[Date Prev][Date Next][Thread Prev][Thread Next][Date Index][Thread Index]
Re: Grep --include does not work
Re: Grep --include does not work
Wed, 13 Jun 2007 03:06:25 -0600
> Each grep.exe as you are aware contains the word 'help'. I have also
> deliberately modified ./GnuWin32Grep/TestGrep.txt to have a line
> containing the word help. All other text files do not have this.
Seems like a good test case.
> When I run grep in GnuWin32 v2.5.1a without the --include but with the
> '.' as you recommended like this:
> grep -R -P help .
I did not recommend that. I recommended this:
grep -R --include="*.txt" "include" .
> I have got this:
> [...all of the binaries match...]
That is as expected. Right?
> Now if I run it with
> grep -R --include="*.txt" -P help .
> I have got this:
> ./GnuWin32Grep/TestGrep.txt: Hello with Tab+space help Perl
That is also as expected, right? You said that you modified that file
to contian the help word. It matches. None of the other files match
the '*.txt' pattern and so were not considered as part of the grep.
So far all looks as expected. Agreed?
> I am not disputing the fact that with or without --include a much
> larger dataset (file list) is generated. The fact is that all I care
> in the output are those in the text file. Moreover, the --help message
> for --include says this:
> --include=PATTERN files that match PATTERN will be examined
> So my reading tells me that it will generate a long list of files but
> only those that matches this pattern (in my case *.txt) will be
> examined. So without --include, everything will be examined and the
> result seems to agree with this interpretation.
> If I replace the end '.' with '*' I get the same result.
Huh? This is not what you reported previously. Previously you said
that grep ignored the --include option and searched all files in the
directory tree and printed all matches. But all of this depends upon
what files are in the current directory for the '*' to be expanded
into when running the command. This is probably causing confusion.

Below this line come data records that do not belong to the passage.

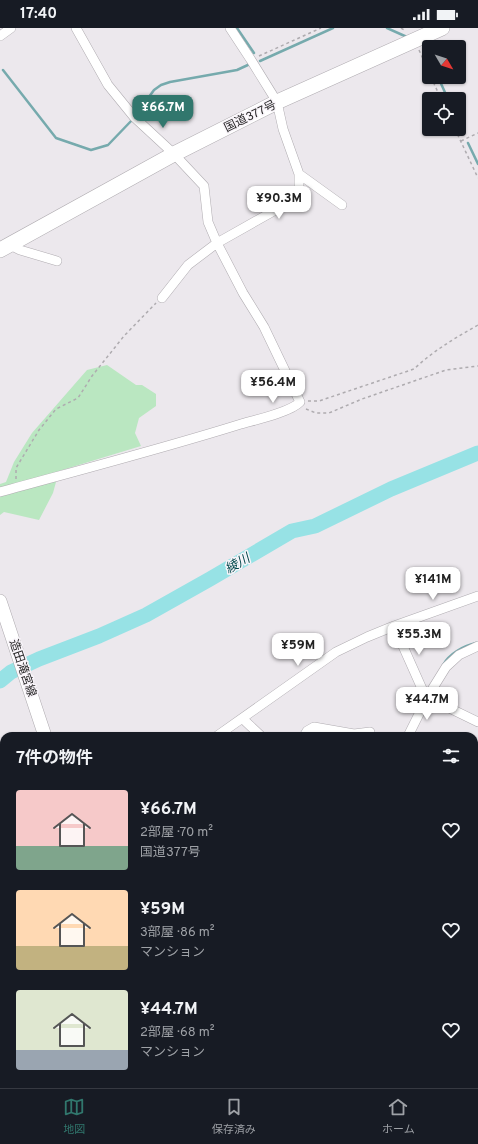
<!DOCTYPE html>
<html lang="ja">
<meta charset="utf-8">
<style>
body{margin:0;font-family:Overpass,"Noto Sans JP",sans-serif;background:#242831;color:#f1f3f6;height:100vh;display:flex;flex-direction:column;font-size:15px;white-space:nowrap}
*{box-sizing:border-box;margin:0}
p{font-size:13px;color:#9ea1a6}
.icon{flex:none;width:22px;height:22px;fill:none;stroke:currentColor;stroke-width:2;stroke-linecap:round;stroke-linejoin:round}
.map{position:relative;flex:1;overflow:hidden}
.sheet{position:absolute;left:0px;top:704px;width:478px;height:356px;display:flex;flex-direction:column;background:#171b24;border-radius:12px 12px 0 0;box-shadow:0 1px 3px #0004}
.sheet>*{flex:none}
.needle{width:26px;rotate:129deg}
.controls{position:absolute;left:422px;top:12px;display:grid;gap:8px}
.controls a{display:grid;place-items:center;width:44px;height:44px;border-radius:4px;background:#171b24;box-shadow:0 1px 3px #0004;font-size:20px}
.price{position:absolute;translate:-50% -34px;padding:0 9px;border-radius:8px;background:#fff;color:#222;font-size:13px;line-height:26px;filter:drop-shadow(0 1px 2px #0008)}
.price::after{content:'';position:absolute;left:50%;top:24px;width:12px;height:9px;margin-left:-6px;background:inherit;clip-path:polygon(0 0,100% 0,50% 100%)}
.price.active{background:#31776d;color:#fff}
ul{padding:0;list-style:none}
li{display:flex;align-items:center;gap:12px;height:100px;padding:0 16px}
li span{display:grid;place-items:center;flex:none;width:112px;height:80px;border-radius:4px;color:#555}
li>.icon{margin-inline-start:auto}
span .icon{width:48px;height:48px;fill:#fffc;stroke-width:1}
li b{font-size:17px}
h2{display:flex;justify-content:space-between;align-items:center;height:48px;padding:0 16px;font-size:17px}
.status{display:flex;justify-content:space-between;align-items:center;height:28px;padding:0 20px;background:#171b24;direction:ltr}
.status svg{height:11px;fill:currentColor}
.tabs{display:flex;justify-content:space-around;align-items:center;height:56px;border-top:1px solid #363941;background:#171b24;font-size:11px;color:#9ea1a6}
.tabs a{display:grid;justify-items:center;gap:2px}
.tabs .active{color:#31776d}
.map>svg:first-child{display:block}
.green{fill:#bae7c1}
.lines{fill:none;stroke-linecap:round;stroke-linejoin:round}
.stream{stroke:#76aaad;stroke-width:2.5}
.river{stroke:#97e2e5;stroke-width:15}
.service-casing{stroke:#b0acb1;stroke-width:6}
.minor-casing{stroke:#b0acb1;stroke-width:10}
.secondary-casing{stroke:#b0acb1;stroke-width:14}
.trunk-casing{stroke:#b0acb1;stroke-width:16}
.path{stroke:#aeabaf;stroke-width:1.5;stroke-dasharray:3 3;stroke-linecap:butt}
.service{stroke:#fff;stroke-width:4.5}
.minor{stroke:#fff;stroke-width:9}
.secondary{stroke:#fff;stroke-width:13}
.trunk{stroke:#fff;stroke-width:15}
.labels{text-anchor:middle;stroke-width:3;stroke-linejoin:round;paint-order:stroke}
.street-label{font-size:12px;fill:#2a292a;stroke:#f9f5fa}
.water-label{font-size:13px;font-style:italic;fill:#00484b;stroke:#f9f5fa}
</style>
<div class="status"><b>17:40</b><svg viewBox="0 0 49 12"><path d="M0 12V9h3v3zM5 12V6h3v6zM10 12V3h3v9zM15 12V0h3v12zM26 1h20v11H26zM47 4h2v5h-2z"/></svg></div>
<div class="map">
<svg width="478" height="1060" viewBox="0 0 478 1060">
<rect width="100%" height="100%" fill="#ece8ed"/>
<path class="green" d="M107,337l29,20h6l14,9v12l-17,12 -4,15 6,13 -82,25 -6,22 -14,27 -35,-8 -4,3v-31l6,-2 8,-20 18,-29 55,-63z"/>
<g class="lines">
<path class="stream" d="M237,0l17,25
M387,0l20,9
M423,17l6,13
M260,33l73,-33
M3,42l53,68 35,12 17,-5 25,-26 21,-29 7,-5 9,-3 67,-12 13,-6
M438,49l10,22
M459,94l5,11
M468,115l10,21
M443,637c6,-11 20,-19 33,-22
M0,1042l4,1
M114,1056l35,4
M205,1060l8,-4
M424,1060l3,-4"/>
<path class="river" d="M0,653l11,-9 28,-13 60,-23 47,-21 64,-36 82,-48 23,-5 76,-37 87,-36"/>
<defs>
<path id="service" d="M0,1048l4,1
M49,1056l3,4
M72,1056l39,4
M7,1060l6,-4"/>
<path id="minor" d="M0,8l11,-8
M299,146l43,31
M10,217l10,5 37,11
M162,270l26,-33 29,-22 78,-44 4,-5v-20l-16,-45 -6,-27 -26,-42 -21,-32
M0,464c80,-22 161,-43 241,-68 14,-4 50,-12 59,-22l-36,-75 -21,-34 -26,-50 -9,-21 -4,-36 -30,-32 -40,-37 -26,-32 -32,-57
M394,598l29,65 20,14 35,17
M243,691l18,17
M217,708l119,-84 31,-15 27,-11 84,-30
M304,708l3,-5 7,-4 40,7 16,-2
M408,708l20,-40 18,-29 13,-12 19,-9
M0,731l4,-1
M0,804l4,1
M0,832l4,-5
M474,889l4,3
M0,1036h4
M166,1056l11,1 8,3"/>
<path id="secondary" d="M0,573l45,135
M442,1056l5,4"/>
<path id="trunk" d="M0,222l174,-96 103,-52 165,-74"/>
</defs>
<use href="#service" class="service-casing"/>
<use href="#minor" class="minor-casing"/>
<use href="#secondary" class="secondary-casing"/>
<use href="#trunk" class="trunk-casing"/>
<path class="path" d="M401,0l5,3
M419,22l10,22
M259,28l62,-28
M431,49l10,22
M455,101l23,49
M461,113l17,-8
M308,373h11l95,-32c19,-18 41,-31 64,-44
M306,381l10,4h13l33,-14 84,-29 32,-4
M16,451v-11l23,-38 17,-21 22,-11 14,-22 32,-40 32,-33
M474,914l4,-4"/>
<use href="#service" class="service"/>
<use href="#minor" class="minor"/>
<use href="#secondary" class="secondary"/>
<use href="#trunk" class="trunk"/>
</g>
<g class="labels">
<g class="street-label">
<text transform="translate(250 88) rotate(-26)" y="4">国道377号</text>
<text transform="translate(23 640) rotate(71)" y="4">造田滝宮線</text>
</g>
<g class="water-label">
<text transform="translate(237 535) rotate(-30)" y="5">綾川</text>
</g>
</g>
</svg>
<div class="controls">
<a><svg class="needle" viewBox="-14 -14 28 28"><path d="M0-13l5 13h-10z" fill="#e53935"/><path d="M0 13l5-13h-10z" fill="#9ea1a6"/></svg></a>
<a><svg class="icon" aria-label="locate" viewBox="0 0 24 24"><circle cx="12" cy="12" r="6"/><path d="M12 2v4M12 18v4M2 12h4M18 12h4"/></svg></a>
</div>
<b class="price active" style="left:163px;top:101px">¥66.7M</b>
<b class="price" style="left:279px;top:192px">¥90.3M</b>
<b class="price" style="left:273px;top:376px">¥56.4M</b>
<b class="price" style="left:433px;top:573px">¥141M</b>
<b class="price" style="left:419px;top:628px">¥55.3M</b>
<b class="price" style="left:298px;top:639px">¥59M</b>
<b class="price" style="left:427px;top:693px">¥44.7M</b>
<section class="sheet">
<h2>7件の物件<svg class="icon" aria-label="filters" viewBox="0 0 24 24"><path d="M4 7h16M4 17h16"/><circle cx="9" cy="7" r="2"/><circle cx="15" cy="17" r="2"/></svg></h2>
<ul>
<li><span style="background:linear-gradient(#f6c9c9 70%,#7fa58c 0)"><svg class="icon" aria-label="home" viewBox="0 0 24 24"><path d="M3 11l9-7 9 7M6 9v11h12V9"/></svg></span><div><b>¥66.7M</b><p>2部屋 · 70 m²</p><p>国道377号</p></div><svg class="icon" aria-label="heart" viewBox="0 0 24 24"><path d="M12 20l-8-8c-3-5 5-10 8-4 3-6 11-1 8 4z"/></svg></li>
<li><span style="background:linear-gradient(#ffd9b3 70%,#c2b280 0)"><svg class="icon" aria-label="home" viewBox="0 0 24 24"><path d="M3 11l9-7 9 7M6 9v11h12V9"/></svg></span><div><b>¥59M</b><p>3部屋 · 86 m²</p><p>マンション</p></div><svg class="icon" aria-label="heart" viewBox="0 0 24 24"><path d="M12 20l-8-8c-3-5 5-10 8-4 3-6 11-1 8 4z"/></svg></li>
<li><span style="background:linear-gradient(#dfe7d0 75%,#9aa5b1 0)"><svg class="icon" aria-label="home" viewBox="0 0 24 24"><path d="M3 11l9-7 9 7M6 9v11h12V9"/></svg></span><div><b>¥44.7M</b><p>2部屋 · 68 m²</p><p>マンション</p></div><svg class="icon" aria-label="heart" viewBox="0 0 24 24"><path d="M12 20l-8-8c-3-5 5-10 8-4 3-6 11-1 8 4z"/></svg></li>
</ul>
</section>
</div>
<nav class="tabs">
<a class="active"><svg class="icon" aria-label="map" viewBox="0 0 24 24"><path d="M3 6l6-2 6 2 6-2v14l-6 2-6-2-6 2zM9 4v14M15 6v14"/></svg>地図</a>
<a><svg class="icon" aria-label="saved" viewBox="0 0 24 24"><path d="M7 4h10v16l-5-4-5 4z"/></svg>保存済み</a>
<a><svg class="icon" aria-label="home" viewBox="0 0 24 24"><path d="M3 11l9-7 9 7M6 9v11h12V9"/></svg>ホーム</a>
</nav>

> So I am confused. Ideally, I should be able to specify this:
> grep -R -P help *.txt
Nope. That won't do what you are wanting it to do. "Ideally" has
different ideals depending upon what operating model is desired. The
above is not ideal for a Unix-like operating model. If it is a MS
native program with a MS native paradigm then sure. But on a
Unix-like system it is the shell's job to expand wildcards like
'*.txt' (aka file globs). Since grep is a Unix program I expect it to
behave Unix-like. Something different could behave MS-like but then
it would be something different.
> To a Windows program, this is the most logical specification. But it
> does not work as it produces no results.
Grep was developed on the Unix system in 1973 and behaves as expected
on a Unix system. MS-Windows had not been invented yet. Grep is not
doing bad for a 34 year old paradigm!
> Do you have a good tutorial site devoted for recursive search?
The find manual is a good place to start. The find command is the
tool used to "find files". On a GNU system the documentation will be
This is actually a common FAQ and also shows up for other commands
too. Here is one that talks about 'rm' but also applies to your
question too. (Full disclosure: I wrote that FAQ entry.)
In summary the '*.txt' is expanded by the shell into a list of
matching files. If no files match then a literal *.txt is passed to
the command. But all it takes is one .txt file in the directory and
then the command shell will replace the *.txt with the file names of
all matching files.
The separation of file wildcard matching into two parts, the shell and
the application program, means that all programs get the same wildcard
matching. It is outside of any application. It is part of the
programmable command shell. All applications then behave uniformly.
On MS the command line shell is not the same command line shell as I
am describing. File globs (e.g. '*') are not natively expanded by the
command.com shell. There are limitations on the length of the
arguments passed to the application. Native MS commands behave
differently. (More like CPM!) The commands there must do the file
wildcard expansion themselves. Therefore ports of GNU command line
applications to MS must adapt in some way.
I don't know the methods that GnuWin32 uses but I assume they have a
library that is linked with the application that simulates the Unix
behavior. GNU grep does not natively expand file globs and so that
must be added to port this to MS. This mapping of functionality can
be pretty good but it is still a mapping and there are always corner
cases where things don't work the same as on a GNU/Unix system.
> I have even used the Windows XP "for /R" command and then get grep to
> process file by file in the for command like this:
> for /R . %A in (*.txt) do type %A |grep -P help
Sure. On a Unix or GNU system this is very similar to the following.
The 'find' command is used to find files.
find . -name '*.txt' -print0 | xargs -r0 grep help
Here I am using zero terminated strings (the -print0 and -0 options)
and so arbitrary filenames (with spaces, newlines, etc.) are handled.